_Exercise inputs_

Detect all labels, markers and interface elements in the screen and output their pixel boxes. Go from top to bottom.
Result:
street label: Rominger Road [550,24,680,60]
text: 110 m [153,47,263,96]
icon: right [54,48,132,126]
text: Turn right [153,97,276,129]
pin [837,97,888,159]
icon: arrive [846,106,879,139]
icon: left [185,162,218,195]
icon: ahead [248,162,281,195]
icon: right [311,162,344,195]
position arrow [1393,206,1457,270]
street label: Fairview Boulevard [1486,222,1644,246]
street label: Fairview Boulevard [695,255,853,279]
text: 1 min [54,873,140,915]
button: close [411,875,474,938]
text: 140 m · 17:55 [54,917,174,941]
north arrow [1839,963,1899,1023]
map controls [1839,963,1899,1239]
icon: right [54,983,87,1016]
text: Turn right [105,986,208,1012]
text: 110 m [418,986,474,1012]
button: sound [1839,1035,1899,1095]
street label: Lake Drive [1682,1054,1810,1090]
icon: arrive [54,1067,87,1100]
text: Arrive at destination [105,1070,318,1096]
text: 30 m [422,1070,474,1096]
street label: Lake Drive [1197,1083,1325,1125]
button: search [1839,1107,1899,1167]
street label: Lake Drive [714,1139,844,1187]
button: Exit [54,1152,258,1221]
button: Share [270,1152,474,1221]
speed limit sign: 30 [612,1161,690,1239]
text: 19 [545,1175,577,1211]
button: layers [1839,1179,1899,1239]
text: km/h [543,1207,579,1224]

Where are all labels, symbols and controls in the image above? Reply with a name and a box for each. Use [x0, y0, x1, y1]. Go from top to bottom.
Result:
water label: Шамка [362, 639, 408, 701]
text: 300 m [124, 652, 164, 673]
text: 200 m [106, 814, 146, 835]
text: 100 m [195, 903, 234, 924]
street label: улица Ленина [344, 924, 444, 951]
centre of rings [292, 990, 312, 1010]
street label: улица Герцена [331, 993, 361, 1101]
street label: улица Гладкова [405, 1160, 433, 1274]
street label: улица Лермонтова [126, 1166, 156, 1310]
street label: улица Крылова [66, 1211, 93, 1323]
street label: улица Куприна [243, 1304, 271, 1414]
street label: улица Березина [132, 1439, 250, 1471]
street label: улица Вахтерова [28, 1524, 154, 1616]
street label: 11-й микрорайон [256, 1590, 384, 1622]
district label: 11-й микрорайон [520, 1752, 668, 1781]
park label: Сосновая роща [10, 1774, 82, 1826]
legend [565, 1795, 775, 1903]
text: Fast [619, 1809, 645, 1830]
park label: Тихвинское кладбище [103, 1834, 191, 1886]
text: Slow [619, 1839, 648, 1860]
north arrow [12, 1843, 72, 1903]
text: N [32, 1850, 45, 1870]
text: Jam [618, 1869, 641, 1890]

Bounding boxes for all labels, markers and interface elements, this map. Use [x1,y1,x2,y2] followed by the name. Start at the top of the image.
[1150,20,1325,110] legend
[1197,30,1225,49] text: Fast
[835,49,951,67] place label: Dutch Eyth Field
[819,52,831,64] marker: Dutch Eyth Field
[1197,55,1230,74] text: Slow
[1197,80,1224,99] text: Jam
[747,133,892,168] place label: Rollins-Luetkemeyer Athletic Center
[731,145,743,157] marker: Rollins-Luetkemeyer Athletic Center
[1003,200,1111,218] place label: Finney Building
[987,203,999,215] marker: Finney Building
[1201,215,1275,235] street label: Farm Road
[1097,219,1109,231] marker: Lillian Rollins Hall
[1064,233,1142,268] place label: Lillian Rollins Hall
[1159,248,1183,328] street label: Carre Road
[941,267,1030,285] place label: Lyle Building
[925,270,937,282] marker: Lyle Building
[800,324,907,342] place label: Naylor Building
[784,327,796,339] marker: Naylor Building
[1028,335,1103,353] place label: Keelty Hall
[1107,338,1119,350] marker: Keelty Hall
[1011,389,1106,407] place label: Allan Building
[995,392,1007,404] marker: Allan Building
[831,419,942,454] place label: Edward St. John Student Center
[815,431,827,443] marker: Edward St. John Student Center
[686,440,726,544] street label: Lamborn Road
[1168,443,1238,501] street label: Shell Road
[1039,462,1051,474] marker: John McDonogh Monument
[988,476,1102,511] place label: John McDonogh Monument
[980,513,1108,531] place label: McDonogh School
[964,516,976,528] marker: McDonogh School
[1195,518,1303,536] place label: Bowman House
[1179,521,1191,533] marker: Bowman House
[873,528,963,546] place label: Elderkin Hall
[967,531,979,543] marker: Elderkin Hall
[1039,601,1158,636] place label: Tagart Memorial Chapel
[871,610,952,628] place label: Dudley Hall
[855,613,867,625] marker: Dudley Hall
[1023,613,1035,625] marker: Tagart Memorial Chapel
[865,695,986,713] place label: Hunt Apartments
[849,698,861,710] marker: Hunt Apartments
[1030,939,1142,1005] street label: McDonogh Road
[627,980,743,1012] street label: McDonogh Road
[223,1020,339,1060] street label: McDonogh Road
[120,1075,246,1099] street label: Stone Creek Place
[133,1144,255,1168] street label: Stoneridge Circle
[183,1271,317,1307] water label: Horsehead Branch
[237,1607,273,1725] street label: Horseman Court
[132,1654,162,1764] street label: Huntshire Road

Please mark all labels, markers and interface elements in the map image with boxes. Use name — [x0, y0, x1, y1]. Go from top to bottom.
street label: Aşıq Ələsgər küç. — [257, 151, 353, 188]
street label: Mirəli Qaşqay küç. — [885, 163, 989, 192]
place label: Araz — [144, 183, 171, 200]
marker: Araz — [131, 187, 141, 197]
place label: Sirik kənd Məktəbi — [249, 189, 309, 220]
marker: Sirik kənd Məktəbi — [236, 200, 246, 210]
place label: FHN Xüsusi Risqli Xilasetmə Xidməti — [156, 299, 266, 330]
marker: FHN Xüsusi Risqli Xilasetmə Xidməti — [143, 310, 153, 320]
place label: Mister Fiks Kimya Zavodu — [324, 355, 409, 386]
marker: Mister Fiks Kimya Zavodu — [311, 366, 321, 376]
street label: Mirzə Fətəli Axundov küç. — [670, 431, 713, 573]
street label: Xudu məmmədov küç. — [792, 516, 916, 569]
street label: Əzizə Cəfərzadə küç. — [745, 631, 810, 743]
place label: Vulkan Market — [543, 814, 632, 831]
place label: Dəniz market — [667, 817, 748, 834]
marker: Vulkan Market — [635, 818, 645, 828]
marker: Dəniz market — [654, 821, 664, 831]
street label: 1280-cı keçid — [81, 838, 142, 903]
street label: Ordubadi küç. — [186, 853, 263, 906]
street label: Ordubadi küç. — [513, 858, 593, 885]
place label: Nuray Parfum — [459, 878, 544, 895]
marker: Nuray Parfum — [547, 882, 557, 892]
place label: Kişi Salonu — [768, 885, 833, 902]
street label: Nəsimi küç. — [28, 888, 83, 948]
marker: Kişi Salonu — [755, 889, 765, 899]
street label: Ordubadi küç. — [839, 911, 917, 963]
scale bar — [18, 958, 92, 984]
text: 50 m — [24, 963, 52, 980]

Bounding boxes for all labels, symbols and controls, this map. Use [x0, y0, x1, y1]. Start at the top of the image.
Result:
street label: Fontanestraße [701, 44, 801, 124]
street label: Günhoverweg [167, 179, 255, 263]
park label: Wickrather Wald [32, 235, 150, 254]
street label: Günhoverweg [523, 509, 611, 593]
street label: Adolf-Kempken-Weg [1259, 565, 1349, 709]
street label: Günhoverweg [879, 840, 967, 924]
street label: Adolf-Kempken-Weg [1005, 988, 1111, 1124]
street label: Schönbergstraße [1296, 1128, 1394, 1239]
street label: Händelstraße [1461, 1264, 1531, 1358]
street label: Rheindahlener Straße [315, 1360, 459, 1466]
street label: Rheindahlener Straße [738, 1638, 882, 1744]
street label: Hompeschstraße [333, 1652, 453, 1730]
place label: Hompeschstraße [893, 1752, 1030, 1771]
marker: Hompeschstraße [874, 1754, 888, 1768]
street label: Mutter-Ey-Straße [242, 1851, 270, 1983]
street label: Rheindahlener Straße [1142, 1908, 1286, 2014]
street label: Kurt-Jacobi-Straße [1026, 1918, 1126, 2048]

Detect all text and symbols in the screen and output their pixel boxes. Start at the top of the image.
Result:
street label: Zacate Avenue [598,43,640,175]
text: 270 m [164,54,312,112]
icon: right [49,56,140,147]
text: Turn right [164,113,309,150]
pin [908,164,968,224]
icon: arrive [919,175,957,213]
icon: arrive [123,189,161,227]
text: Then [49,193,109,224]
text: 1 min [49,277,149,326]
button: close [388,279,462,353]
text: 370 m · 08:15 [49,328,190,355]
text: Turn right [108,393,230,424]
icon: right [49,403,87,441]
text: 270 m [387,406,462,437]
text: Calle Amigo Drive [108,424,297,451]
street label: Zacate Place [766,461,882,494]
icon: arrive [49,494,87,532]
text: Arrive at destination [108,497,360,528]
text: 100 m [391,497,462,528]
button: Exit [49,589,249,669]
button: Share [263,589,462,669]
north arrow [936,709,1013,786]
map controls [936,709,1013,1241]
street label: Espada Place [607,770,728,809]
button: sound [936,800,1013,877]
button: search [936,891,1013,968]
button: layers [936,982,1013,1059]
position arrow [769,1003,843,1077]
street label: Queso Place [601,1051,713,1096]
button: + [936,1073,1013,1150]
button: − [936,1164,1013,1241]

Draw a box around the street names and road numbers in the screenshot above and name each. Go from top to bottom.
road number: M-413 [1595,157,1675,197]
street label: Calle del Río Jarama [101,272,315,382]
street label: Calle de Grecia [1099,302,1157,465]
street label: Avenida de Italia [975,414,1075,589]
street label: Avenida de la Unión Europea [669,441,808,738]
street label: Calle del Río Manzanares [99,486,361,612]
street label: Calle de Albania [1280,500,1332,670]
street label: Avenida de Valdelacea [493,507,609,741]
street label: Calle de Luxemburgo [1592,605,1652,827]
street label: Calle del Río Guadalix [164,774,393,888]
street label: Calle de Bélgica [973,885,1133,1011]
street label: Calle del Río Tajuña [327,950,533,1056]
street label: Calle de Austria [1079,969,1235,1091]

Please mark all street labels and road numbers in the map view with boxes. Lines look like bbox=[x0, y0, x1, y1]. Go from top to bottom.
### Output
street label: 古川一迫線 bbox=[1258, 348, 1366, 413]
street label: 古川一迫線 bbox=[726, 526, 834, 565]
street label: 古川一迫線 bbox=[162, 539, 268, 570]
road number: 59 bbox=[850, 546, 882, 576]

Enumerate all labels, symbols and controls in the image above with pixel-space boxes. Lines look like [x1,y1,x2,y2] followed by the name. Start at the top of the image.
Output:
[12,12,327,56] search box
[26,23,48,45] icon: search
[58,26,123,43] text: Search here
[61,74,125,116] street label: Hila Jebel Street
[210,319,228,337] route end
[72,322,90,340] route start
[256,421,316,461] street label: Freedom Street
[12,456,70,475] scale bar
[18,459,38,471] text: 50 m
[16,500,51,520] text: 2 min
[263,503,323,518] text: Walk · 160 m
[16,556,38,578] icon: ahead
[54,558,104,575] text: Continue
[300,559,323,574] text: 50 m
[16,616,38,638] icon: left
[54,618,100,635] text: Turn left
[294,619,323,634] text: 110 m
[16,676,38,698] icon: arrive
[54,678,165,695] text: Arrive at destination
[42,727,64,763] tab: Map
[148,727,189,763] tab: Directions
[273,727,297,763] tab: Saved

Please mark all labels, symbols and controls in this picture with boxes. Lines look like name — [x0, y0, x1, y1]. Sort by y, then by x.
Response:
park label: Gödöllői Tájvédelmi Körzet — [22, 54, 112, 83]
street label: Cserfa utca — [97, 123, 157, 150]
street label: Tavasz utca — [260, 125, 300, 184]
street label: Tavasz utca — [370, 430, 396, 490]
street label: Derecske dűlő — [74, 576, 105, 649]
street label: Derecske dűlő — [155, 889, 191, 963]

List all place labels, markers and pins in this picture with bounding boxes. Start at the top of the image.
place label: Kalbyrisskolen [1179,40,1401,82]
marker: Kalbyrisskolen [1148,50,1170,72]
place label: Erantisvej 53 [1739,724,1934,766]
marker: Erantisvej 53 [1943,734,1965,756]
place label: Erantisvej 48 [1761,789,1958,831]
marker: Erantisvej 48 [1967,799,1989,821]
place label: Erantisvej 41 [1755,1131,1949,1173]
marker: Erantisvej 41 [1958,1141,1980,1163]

_Assigned task_
Exactly the lines above from the one with "Please mark all street" to the one with "Enumerate all labels, symbols", both included, are to be quoted; leave the rest out.

_Task solution_
Please mark all street labels and road numbers in the map view with boxes. Lines look like bbox=[x0, y0, x1, y1]. Go from top to bottom.
### Output
street label: 古川一迫線 bbox=[1258, 348, 1366, 413]
street label: 古川一迫線 bbox=[726, 526, 834, 565]
street label: 古川一迫線 bbox=[162, 539, 268, 570]
road number: 59 bbox=[850, 546, 882, 576]

Enumerate all labels, symbols and controls in the image above with pixel-space boxes. Lines look like [x1,y1,x2,y2] followed by the name. Start at the top of the image.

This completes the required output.